September 4, 2021

Think Like a Big Business

By 5zyb132020dyt

Small businesses should think like large businesses and then act using the tools available to them. Data analysis may take place on a smaller scale – in a spreadsheet, rather than a custom-built system – but this analysis is still more valuable than simple hunches or preconceived ideas about who your best customer might be. If acting on that data means sending individual emails or making one-on-one calls, so be it; at least you know you’re targeting your best possible customer. [Need to upgrade your business phone system? Check out our reviews to help you choose.]

Small and medium businesses actually have an advantage when acting on insights and reacting to market trends. For large businesses, it’s often a challenge to present data and propose ideas in a way that resonates with senior leaders. Similarly, institutional habits can be difficult to overcome for businesses that have been established for some time. Solopreneurs or small teams of entrepreneurs don’t face that challenge. Take advantage of your flexibility, and experiment intelligently to find what matters to your customers.

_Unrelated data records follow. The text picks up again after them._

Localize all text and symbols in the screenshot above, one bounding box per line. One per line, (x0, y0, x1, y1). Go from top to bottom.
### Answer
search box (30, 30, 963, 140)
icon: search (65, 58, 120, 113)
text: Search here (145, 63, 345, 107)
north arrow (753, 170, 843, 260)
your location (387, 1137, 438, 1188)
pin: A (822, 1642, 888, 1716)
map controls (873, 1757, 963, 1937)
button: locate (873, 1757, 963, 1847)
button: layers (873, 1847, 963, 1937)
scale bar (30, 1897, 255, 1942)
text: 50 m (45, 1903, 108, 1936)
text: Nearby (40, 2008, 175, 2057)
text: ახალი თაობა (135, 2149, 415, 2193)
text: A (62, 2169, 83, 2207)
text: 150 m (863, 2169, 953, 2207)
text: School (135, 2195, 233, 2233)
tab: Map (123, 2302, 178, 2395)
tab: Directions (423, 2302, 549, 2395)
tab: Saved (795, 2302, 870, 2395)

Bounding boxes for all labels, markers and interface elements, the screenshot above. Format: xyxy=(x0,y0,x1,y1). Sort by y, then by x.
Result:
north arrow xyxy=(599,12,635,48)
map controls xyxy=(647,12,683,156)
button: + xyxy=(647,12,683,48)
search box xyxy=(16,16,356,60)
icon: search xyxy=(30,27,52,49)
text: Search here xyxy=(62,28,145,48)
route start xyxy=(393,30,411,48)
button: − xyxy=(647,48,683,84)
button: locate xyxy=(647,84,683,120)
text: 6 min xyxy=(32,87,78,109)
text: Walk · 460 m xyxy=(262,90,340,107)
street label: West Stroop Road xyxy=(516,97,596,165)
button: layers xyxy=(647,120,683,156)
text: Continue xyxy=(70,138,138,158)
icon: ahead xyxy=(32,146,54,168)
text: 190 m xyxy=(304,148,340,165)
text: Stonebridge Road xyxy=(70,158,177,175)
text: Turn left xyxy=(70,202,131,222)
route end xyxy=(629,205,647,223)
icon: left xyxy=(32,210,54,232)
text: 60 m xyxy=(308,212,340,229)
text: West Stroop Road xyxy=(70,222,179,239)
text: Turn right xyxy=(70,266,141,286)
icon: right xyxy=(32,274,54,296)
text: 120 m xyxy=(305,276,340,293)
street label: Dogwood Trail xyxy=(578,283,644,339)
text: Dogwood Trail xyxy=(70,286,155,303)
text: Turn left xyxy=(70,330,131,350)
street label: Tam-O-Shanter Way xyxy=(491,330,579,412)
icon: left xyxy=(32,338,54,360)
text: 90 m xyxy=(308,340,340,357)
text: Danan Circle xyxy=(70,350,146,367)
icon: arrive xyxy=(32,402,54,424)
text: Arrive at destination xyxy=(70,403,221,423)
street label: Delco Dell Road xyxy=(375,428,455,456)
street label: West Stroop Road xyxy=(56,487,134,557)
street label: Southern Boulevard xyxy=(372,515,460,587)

See what’s right in front of you – While it’s important to append existing data and obtain the most complete profile of your customer as possible, don’t ignore information that’s right under your nose. With Facebook analytics and other free tools available, there’s no reason to overlook information about how consumers interact with your brand. When searching for more insights, it never hurts to ask customers. Most will readily give information so long as they receive something in return. Loyalty programs, social media interaction and surveys can be great ways to obtain the insights you need.

Identify and act on customer triggers – Go to your customers; don’t wait for them to come to you. An engaged customer is most likely to spend or keep spending. Identify your most important customers, but don’t forget to determine the most valuable time to reach them within their lives and purchase cycles.